◆ Saved entries
###

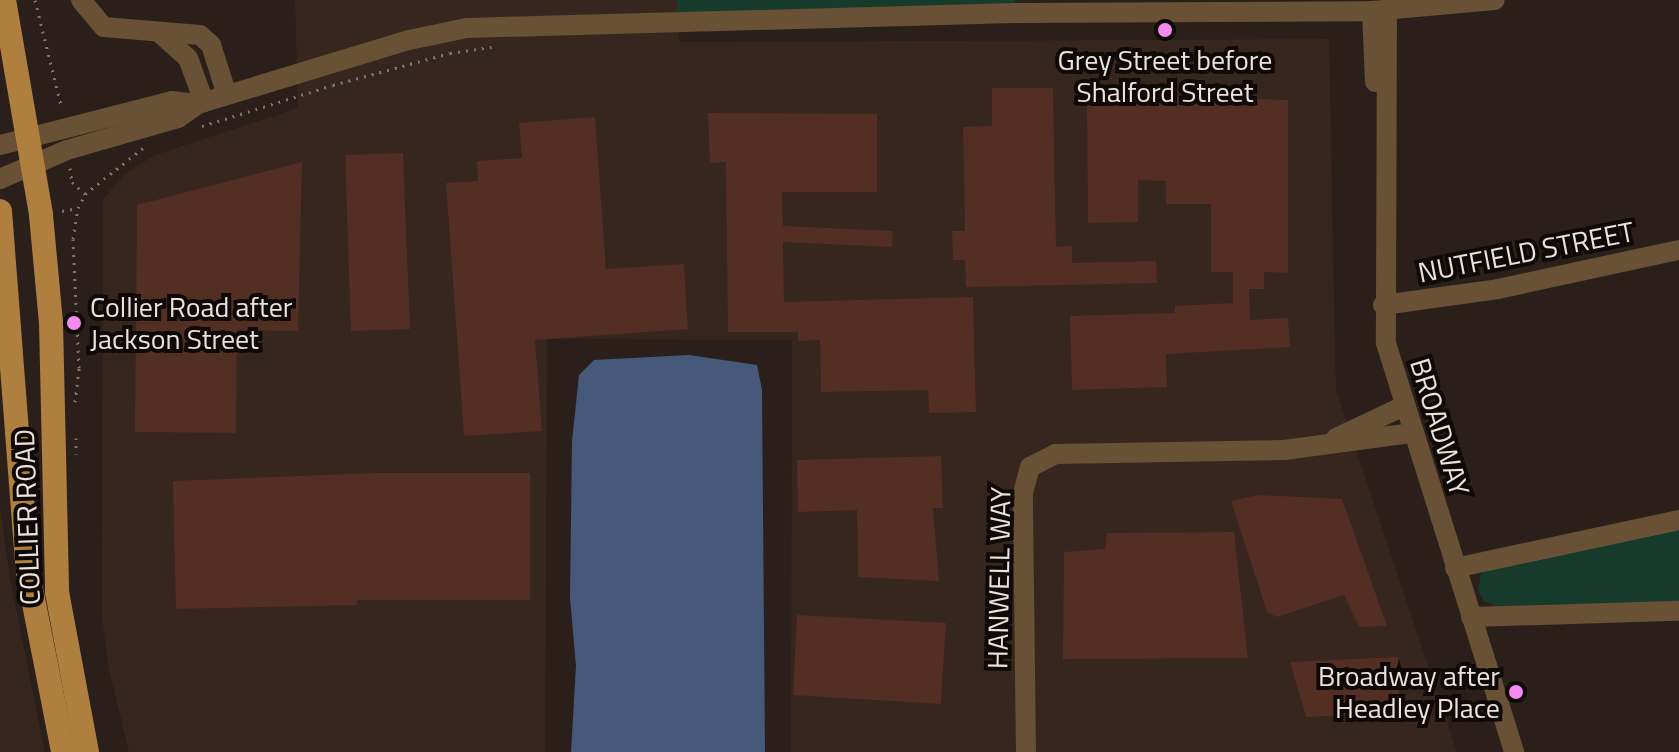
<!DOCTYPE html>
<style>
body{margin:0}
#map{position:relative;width:1679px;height:752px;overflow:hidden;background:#2a1f1a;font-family:"Titillium Web",sans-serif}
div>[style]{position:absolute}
.built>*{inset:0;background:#36261d}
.green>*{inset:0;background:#163a2b}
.water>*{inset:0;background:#47597a}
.building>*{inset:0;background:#532e22}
.path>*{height:3px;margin-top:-1.5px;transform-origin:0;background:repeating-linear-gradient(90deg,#7e7570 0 2px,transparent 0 8px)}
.minor>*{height:20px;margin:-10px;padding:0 10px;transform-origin:10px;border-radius:10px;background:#685134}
.major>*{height:24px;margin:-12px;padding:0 12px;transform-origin:12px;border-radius:12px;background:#af7f3f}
.dots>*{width:22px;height:22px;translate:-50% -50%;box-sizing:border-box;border:4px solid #0f0a08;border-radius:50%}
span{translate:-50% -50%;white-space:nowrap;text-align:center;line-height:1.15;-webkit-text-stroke:8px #0f0a08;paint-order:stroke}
.poi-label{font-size:28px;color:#e9e2de}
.left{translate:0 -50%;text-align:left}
.right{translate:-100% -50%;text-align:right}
.street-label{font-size:28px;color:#e9e2de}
</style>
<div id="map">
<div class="built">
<i style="clip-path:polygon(295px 0,678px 0,679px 42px,1329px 39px,1336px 389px,1457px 752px,791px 752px,792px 340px,547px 339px,545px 752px,129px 752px,108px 666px,102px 616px,103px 199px,125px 174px,155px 155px,298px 108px)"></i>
<i style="clip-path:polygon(0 506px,10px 579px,45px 752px,0 752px)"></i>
</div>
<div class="green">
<i style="clip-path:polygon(677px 0,1015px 0,1015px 13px,677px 20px)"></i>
<i style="clip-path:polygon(1679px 528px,1679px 601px,1496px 606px,1484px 601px,1478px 590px,1481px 574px,1492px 568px)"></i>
</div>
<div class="water">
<i style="clip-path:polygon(689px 355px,757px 365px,762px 390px,765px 752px,571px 752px,576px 666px,570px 598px,572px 441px,579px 375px,594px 360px)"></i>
</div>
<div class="building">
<i style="clip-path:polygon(992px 88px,1053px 88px,1056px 247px,1072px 246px,1072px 263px,1156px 261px,1157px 283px,966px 287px,965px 260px,953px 260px,952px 231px,965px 231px,963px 127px,992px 126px)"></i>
<i style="clip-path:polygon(1087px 95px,1288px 100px,1288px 273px,1264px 272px,1264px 289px,1249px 289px,1250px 320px,1288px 318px,1290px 347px,1166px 354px,1167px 387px,1072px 390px,1070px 316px,1175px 313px,1175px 306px,1233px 303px,1233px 272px,1211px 272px,1211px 204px,1166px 204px,1166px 181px,1138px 180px,1138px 222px,1088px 223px)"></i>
<i style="clip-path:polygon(708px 113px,877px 114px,877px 192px,782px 192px,783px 226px,893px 231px,892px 247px,783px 242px,784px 302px,973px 297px,976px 412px,929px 413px,928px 390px,821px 392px,820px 340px,798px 341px,798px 332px,728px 332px,726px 162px,710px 163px)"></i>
<i style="clip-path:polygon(595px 117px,606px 269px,684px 264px,688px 329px,535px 340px,542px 431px,464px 436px,446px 183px,478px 181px,477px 161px,522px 158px,519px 123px)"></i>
<i style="clip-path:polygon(403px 153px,410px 329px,351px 331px,345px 155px)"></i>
<i style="clip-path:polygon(302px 162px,298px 331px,237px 330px,236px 433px,135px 432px,137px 205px)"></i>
<i style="clip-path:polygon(941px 456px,943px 508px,933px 508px,939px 581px,858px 577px,857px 510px,798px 512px,797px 460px)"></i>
<i style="clip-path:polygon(375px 473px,530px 473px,530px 600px,357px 600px,357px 605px,176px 609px,173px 481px)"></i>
<i style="clip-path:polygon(1258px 495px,1342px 499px,1387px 626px,1359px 627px,1344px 595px,1277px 617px,1267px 612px,1231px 501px)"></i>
<i style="clip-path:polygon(1234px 532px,1248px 658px,1063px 659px,1064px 552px,1105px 549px,1107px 533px)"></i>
<i style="clip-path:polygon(797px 615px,946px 623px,941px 704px,793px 695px)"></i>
<i style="clip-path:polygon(1398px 657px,1400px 712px,1306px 717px,1290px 662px)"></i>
</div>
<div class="path">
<i style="left:35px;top:0;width:112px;rotate:76.1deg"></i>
<i style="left:202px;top:126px;width:137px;rotate:-17.4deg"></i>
<i style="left:333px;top:85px;width:121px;rotate:-15.3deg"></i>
<i style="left:450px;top:53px;width:42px;rotate:-8.1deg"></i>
<i style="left:70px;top:168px;width:14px;rotate:82deg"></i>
<i style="left:72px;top:182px;width:18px;rotate:43deg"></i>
<i style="left:62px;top:211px;width:16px;rotate:-11deg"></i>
<i style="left:75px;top:402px;width:34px;rotate:-83deg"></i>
<i style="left:79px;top:368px;width:129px;rotate:-92.7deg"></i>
<i style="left:73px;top:239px;width:31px;rotate:-81deg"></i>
<i style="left:78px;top:208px;width:16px;rotate:-63deg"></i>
<i style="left:85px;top:194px;width:74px;rotate:-38.4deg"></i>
<i style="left:76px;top:438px;width:16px;rotate:90deg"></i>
</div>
<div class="minor">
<i style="left:81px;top:0;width:35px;rotate:50deg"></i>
<i style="left:104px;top:27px;width:96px;rotate:4.8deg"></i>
<i style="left:200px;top:35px;width:15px;rotate:42deg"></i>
<i style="left:211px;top:45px;width:52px;rotate:72.3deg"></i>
<i style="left:1387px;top:10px;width:333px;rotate:90.2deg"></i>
<i style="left:1386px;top:343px;width:429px;rotate:72.6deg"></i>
<i style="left:1372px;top:11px;width:71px;rotate:87.6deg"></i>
<i style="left:161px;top:34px;width:36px;rotate:42deg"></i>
<i style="left:188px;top:58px;width:47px;rotate:70deg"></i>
<i style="left:0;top:145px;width:178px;rotate:-14.3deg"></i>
<i style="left:172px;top:101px;width:26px;rotate:7deg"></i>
<i style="left:0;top:179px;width:73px;rotate:-23.4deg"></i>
<i style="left:67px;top:150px;width:116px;rotate:-16.1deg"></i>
<i style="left:178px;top:118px;width:24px;rotate:-35deg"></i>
<i style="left:198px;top:104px;width:220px;rotate:-16.9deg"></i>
<i style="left:409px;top:40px;width:59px;rotate:-11.7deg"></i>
<i style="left:467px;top:28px;width:548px;rotate:-1.57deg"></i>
<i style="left:1015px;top:13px;width:357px;rotate:-0.3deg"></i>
<i style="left:1372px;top:11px;width:123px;rotate:-5.1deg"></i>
<i style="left:1383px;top:305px;width:116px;rotate:-7.9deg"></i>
<i style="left:1498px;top:289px;width:185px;rotate:-12.2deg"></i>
<i style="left:1336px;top:438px;width:73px;rotate:-25.2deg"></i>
<i style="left:1455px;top:568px;width:229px;rotate:-12.1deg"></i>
<i style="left:1471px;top:617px;width:208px;rotate:-1.7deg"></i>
<i style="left:1026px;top:752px;width:259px;rotate:-90.7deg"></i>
<i style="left:1023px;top:493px;width:27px;rotate:-75deg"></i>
<i style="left:1030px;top:467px;width:28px;rotate:-27deg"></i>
<i style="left:1055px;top:454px;width:229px;rotate:-1deg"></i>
<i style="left:1284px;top:450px;width:128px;rotate:-7.6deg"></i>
</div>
<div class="major">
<i style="left:4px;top:0;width:218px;rotate:80.2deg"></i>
<i style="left:41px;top:215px;width:107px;rotate:84.7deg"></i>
<i style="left:51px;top:322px;width:270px;rotate:88.7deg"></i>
<i style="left:57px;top:592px;width:163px;rotate:79.4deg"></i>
<i style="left:0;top:211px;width:363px;rotate:85.6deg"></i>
<i style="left:28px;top:573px;width:182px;rotate:78.9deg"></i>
</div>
<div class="dots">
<i style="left:1165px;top:30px;background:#f489f0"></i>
<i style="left:74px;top:323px;background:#f489f0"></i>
<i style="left:1516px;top:692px;background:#f489f0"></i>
</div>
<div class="poi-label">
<span style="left:1165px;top:76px">Grey Street before<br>Shalford Street</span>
<span class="left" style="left:90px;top:323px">Collier Road after<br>Jackson Street</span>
<span class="right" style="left:1500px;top:692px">Broadway after<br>Headley Place</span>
</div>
<div class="street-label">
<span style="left:1526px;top:252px;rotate:-11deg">NUTFIELD STREET</span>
<span style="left:1440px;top:427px;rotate:73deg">BROADWAY</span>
<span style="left:27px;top:517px;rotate:-92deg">COLLIER ROAD</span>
<span style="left:999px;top:578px;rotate:-89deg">HANWELL WAY</span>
</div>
</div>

###

◆ EXERCISE PROMPT
Please transcribe, word for word, every line from the first line of the records above through the line containing "0 2px,transparent 0", and leave out any pictures.

◆ WRITTEN SOLUTION
<!DOCTYPE html>
<style>
body{margin:0}
#map{position:relative;width:1679px;height:752px;overflow:hidden;background:#2a1f1a;font-family:"Titillium Web",sans-serif}
div>[style]{position:absolute}
.built>*{inset:0;background:#36261d}
.green>*{inset:0;background:#163a2b}
.water>*{inset:0;background:#47597a}
.building>*{inset:0;background:#532e22}
.path>*{height:3px;margin-top:-1.5px;transform-origin:0;background:repeating-linear-gradient(90deg,#7e7570 0 2px,transparent 0 8px)}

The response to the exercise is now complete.